*** Opening DATA EXTRACTS ***
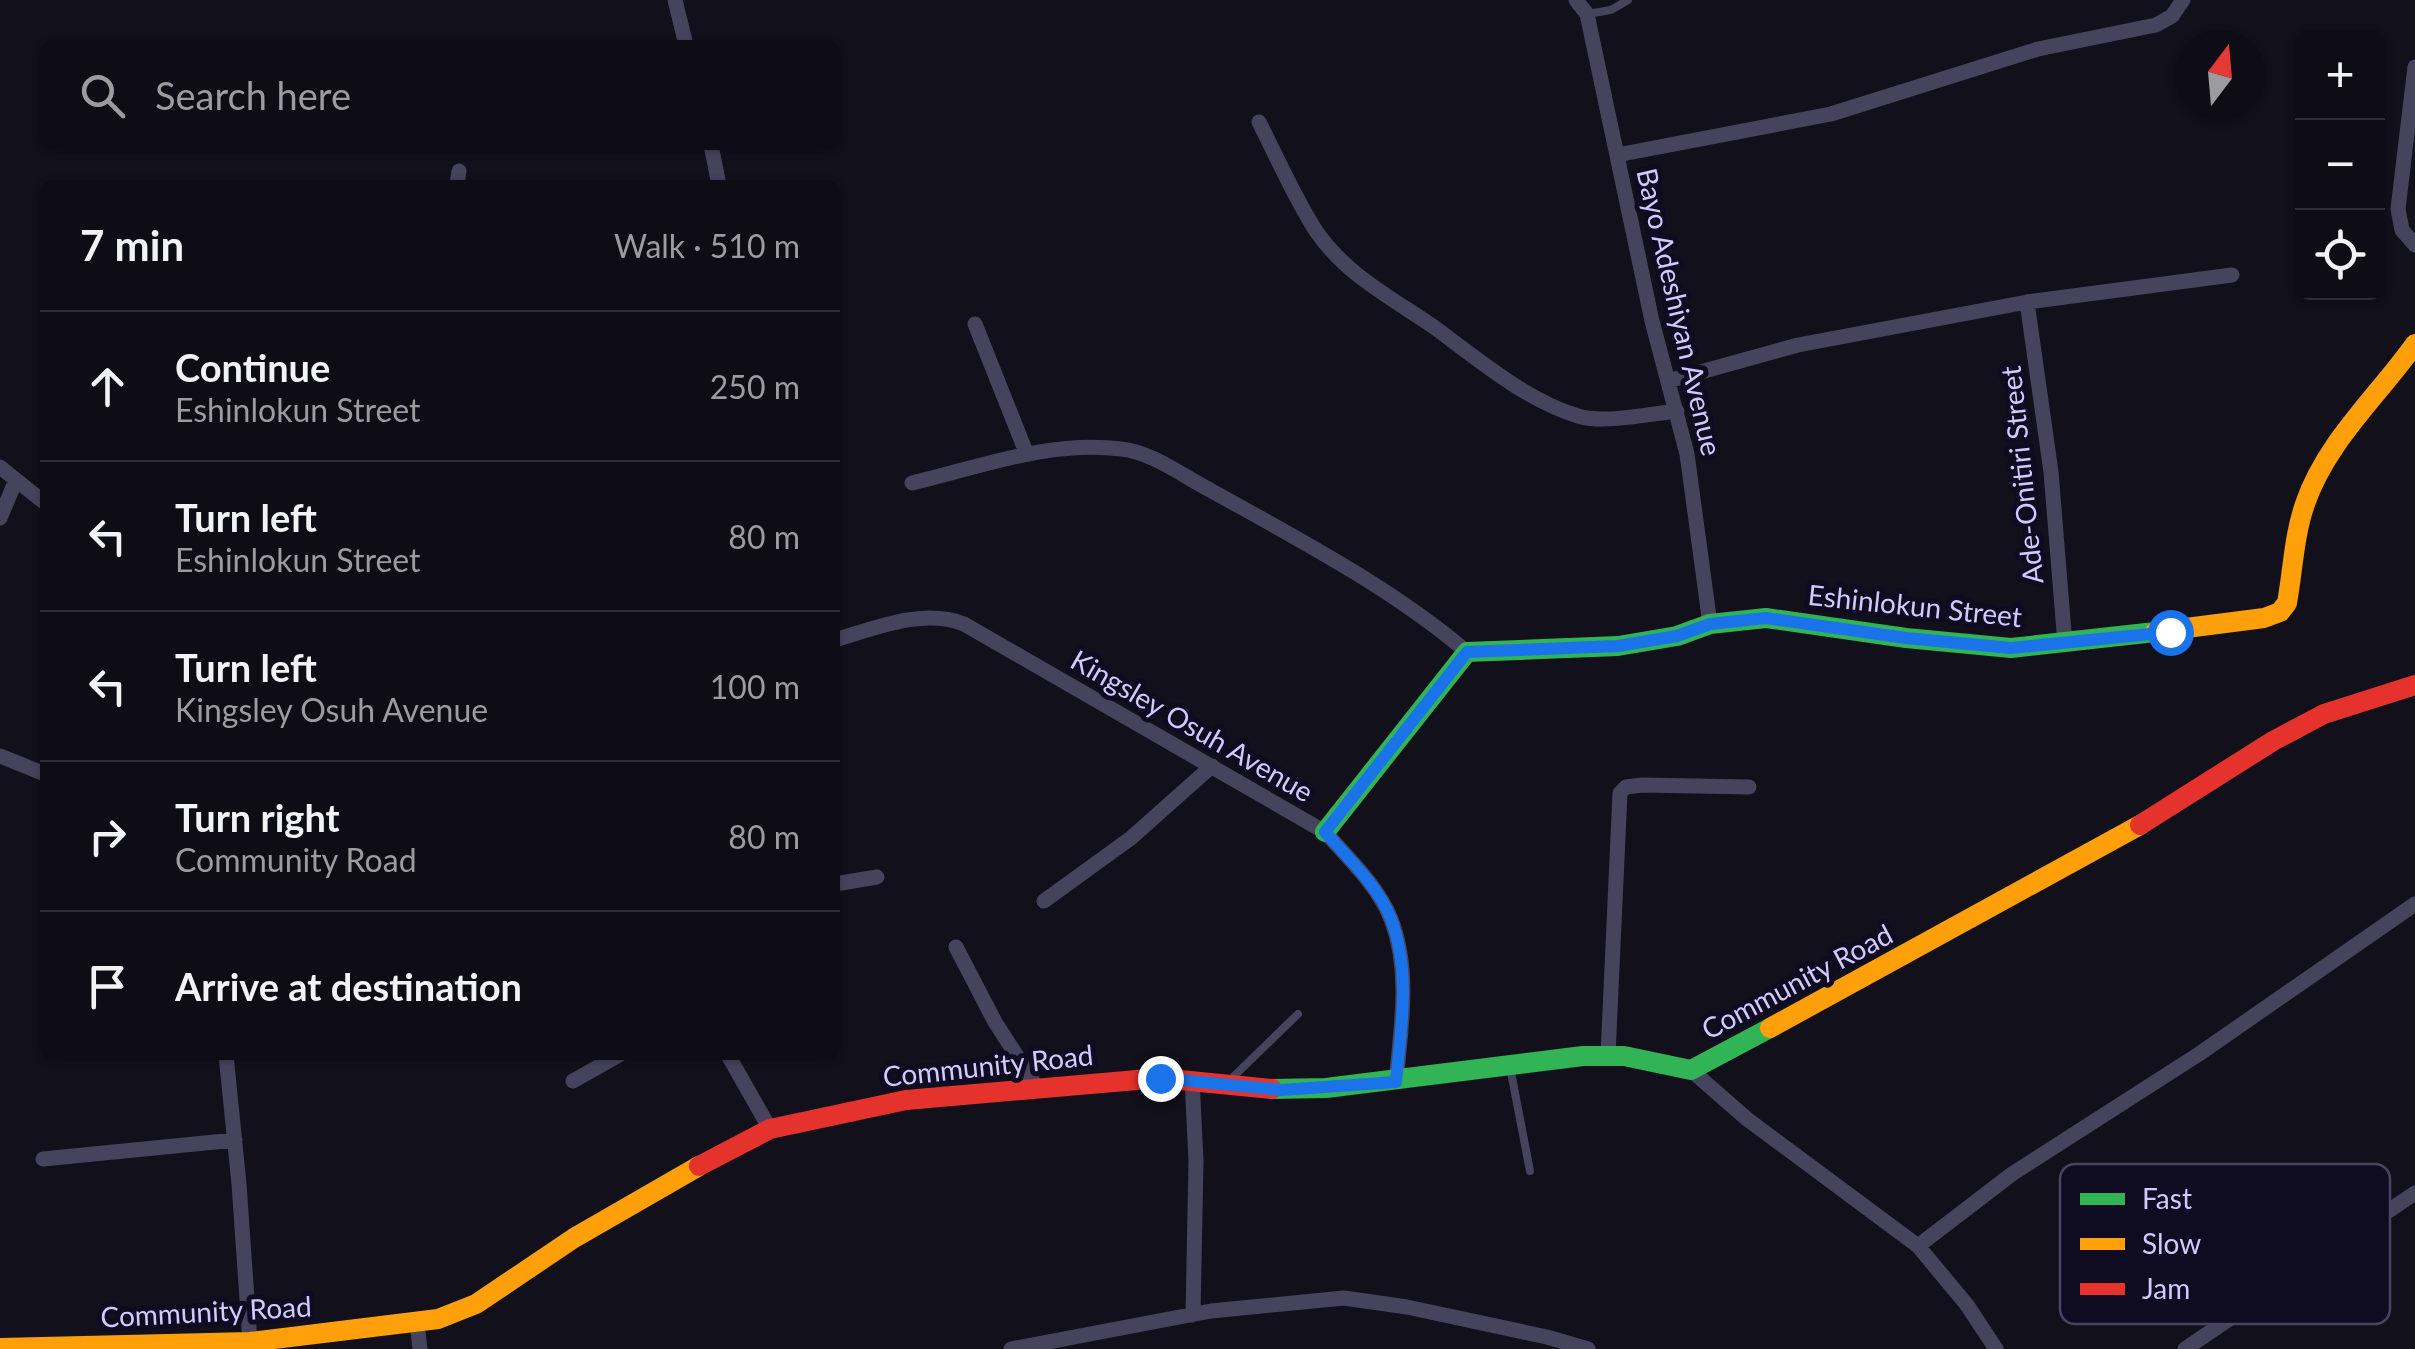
<!DOCTYPE html>
<meta charset="utf-8">
<style>
body{margin:0;font-family:Lato,sans-serif;background:#1c1a22;color:#f1f3f6}
.controls{position:absolute;right:30px;top:30px;display:grid;overflow:hidden;border-radius:15px;box-shadow:0 2px 8px #0004}
.controls button{width:90px;height:90px;display:grid;place-items:center;padding:0;border:0;border-bottom:2px solid #2e2c34;background:#0e0c14;color:#f1f3f6;font:50px sans-serif}
.compass{position:absolute;left:2175px;top:30px;width:90px;height:90px;border-radius:50%;background:#0e0c14;box-shadow:0 2px 8px #0004;rotate:16deg}
.stop{position:absolute;width:30px;height:30px;margin:-22px;border:8px solid #1a73e8;border-radius:50%;background:#fff}
.stop.end{background:#1a73e8;border-color:#fff;box-shadow:0 2px 10px #0008}
.list{margin:0;padding:0;list-style:none}
h2{display:flex;justify-content:space-between;align-items:center;height:130px;margin:0;padding:0 40px;font-size:42px}
h2 small{font-size:32px;font-weight:400;color:#9b9ba0}
.list li{display:grid;grid-template-columns:65px 1fr auto;gap:30px;align-items:center;box-sizing:border-box;height:150px;padding:0 40px;border-top:2px solid #2e2c34}
.list b{display:block;font-size:38px;white-space:nowrap}
.list p{margin:0;font-size:32px;white-space:nowrap;color:#9b9ba0}
.list em{font-size:32px;font-style:normal;color:#9b9ba0}
.icon{flex:none;width:55px;height:55px;fill:none;stroke:currentColor;stroke-width:2;stroke-linecap:round;stroke-linejoin:round}
.map{position:relative;flex:none;width:2415px;height:1349px;overflow:hidden}
.search{position:absolute;background:#0e0c14;box-shadow:0 2px 8px #0004;left:40px;top:40px;width:800px;height:110px;display:flex;align-items:center;gap:25px;box-sizing:border-box;padding:0 35px;border-radius:15px;color:#9b9ba0;font-size:38px}
.panel{position:absolute;background:#0e0c14;box-shadow:0 2px 8px #0004;left:40px;top:180px;width:800px;height:880px;border-radius:15px}
.map>svg:first-child{display:block}
.lines{fill:none;stroke-linecap:round;stroke-linejoin:round}
.lane{stroke:#46445d;stroke-width:8}
.street{stroke:#46445d;stroke-width:15}
.fast{stroke:#30b455;stroke-width:20}
.slow{stroke:#ff9f0a;stroke-width:20}
.jam{stroke:#e5322d;stroke-width:20}
.route{stroke:#1a73e8;stroke-width:12}
.labels{text-anchor:middle;stroke-width:10;stroke-linejoin:round;paint-order:stroke}
.street-label{font-size:28px;fill:#d2caff;stroke:#0f0b20}
.key{fill:#0f0b20;stroke:#4a4463;stroke-width:2.5}
.key-label{font-size:28px;fill:#d2caff}
</style>
<div class="map">
<svg width="2415" height="1349" viewBox="0 0 2415 1349">
<rect width="100%" height="100%" fill="#12101b"/>
<g class="lines">
<!-- lane -->
<path class="lane" d="M1587 14 1611 10 1628 0
M1510 1067 1530 1171
M1230 1080 1298 1014"/>
<!-- street -->
<path class="street" d="M675 0 686 45
M1576 0 1587 14 1652 321 1687 454 1710 624
M2415 67 2398 209 2402 230 2415 245
M1259 122C1277 157 1294 197 1316 231 1346 275 1392 298 1434 327 1476 358 1527 401 1578 416 1603 424 1650 414 1677 411
M711 145 719 185
M1617 155 1831 114 2038 49 2156 25 2172 16 2183 0
M457 185 459 171
M2027 302 2051 472 2065 644
M975 324 1026 452
M1668 381 1798 345 2027 302 2232 275
M0 467 45 503
M912 483C981 467 1049 440 1121 449 1152 452 1183 476 1210 490 1298 539 1390 587 1467 652
M0 518 16 480
M835 640C876 628 922 608 964 624L1325 832C1348 858 1378 886 1391 919 1411 971 1401 1028 1396 1081
M0 756 45 774
M835 884 877 877
M1044 901 1131 838 1212 766
M956 947 995 1022 1038 1089
M226 1055 239 1184 250 1342
M728 1055 770 1129
M1608 1055 1620 793 1626 787 1642 785 1749 787
M1691 1070 1747 1119 1918 1246 1967 1305 1996 1349
M1192 1079 1196 1161 1193 1315
M573 1081 619 1055
M43 1159 235 1140
M1918 1246 2012 1174 2199 1054 2415 904
M417 1323 420 1349
M1011 1349 1211 1311 1344 1298 1407 1307 1547 1337 1588 1349
M2185 1349 2415 1193"/>
<!-- fast -->
<path class="fast" d="M1325 832 1467 652 1618 646 1677 636 1710 624 1766 618 1906 638 2011 648 2155 632
M1272 1089 1326 1088 1583 1056H1624L1691 1070 1770 1028"/>
<!-- slow -->
<path class="slow" d="M2155 632 2264 618 2280 612 2287 603C2293 570 2294 535 2305 504 2326 442 2378 396 2415 344
M1770 1028 2140 825
M0 1348 250 1342 438 1319 476 1304 574 1238 699 1166"/>
<!-- jam -->
<path class="jam" d="M2140 825 2273 741 2324 714 2415 685
M699 1166 770 1129 906 1100 1160 1078 1272 1089"/>
</g>
<g class="lines">
<!-- route -->
<path class="route" d="M1160 1078 1282 1090 1396 1082C1401 1028 1411 971 1391 919 1378 886 1348 858 1325 832L1467 652 1618 646 1677 636 1710 624 1766 618 1906 638 2011 648 2170 632"/>
</g>
<g class="labels">
<!-- street labels -->
<g class="street-label">
<text transform="translate(1679 312) rotate(77)" y="10">Bayo Adeshiyan Avenue</text>
<text transform="translate(2022 475) rotate(-96)" y="10">Ade-Onitiri Street</text>
<text transform="translate(1915 606) rotate(6)" y="10">Eshinlokun Street</text>
<text transform="translate(1192 726) rotate(30)" y="10">Kingsley Osuh Avenue</text>
<text transform="translate(1797 982) rotate(-28)" y="10">Community Road</text>
<text transform="translate(988 1066) rotate(-6)" y="10">Community Road</text>
<text transform="translate(206 1312) rotate(-3)" y="10">Community Road</text>
</g>
</g>
<!-- legend -->
<rect x="2060" y="1164" width="330" height="160" rx="15" class="key"/>
<rect x="2080" y="1193" width="45" height="12" fill="#30b455"/>
<rect x="2080" y="1238" width="45" height="12" fill="#ff9f0a"/>
<rect x="2080" y="1283" width="45" height="12" fill="#e5322d"/>
<g class="key-label">
<text x="2142" y="1209">Fast</text>
<text x="2142" y="1254">Slow</text>
<text x="2142" y="1299">Jam</text>
</g>
</svg>
<div class="controls">
<button>+</button>
<button>−</button>
<button><svg class="icon" aria-label="locate" viewBox="0 0 24 24"><circle cx="12" cy="12" r="6"/><path d="M12 2v4M12 18v4M2 12h4M18 12h4"/></svg></button>
</div>
<svg class="compass" viewBox="-18 -18 36 36"><path d="M0-13l5 13h-10z" fill="#e53935"/><path d="M0 13l5-13h-10z" fill="#9b9ba0"/></svg>
<div class="stop" style="left:2170px;top:632px"></div>
<div class="stop end" style="left:1160px;top:1078px"></div>
<div class="search"><svg class="icon" aria-label="search" viewBox="0 0 24 24"><circle cx="10" cy="10" r="6"/><path d="M15 15l6 6"/></svg>Search here</div>
<section class="panel">
<h2>7 min<small>Walk · 510 m</small></h2>
<ul class="list">
<li><svg class="icon" aria-label="ahead" viewBox="0 0 24 24"><path d="M12 20V5M6 11l6-6 6 6"/></svg><div><b>Continue</b><p>Eshinlokun Street</p></div><em>250 m</em></li>
<li><svg class="icon" aria-label="left" viewBox="0 0 24 24"><path d="M17 20v-9H6M10 6l-5 5 5 5"/></svg><div><b>Turn left</b><p>Eshinlokun Street</p></div><em>80 m</em></li>
<li><svg class="icon" aria-label="left" viewBox="0 0 24 24"><path d="M17 20v-9H6M10 6l-5 5 5 5"/></svg><div><b>Turn left</b><p>Kingsley Osuh Avenue</p></div><em>100 m</em></li>
<li><svg class="icon" aria-label="right" viewBox="0 0 24 24"><path d="M7 20v-9h11M14 6l5 5-5 5"/></svg><div><b>Turn right</b><p>Community Road</p></div><em>80 m</em></li>
<li><svg class="icon" aria-label="arrive" viewBox="0 0 24 24"><path d="M6 21V4h12l-3 4 3 4H6"/></svg><div><b>Arrive at destination</b></div></li>
</ul>
</section>
</div>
*** Closing DATA EXTRACTS ***
### AIM OF THE EXERCISE:
Gather each line of the records holding the string "white".

### WRITTEN SOLUTION:
.list b{display:block;font-size:38px;white-space:nowrap}
.list p{margin:0;font-size:32px;white-space:nowrap;color:#9b9ba0}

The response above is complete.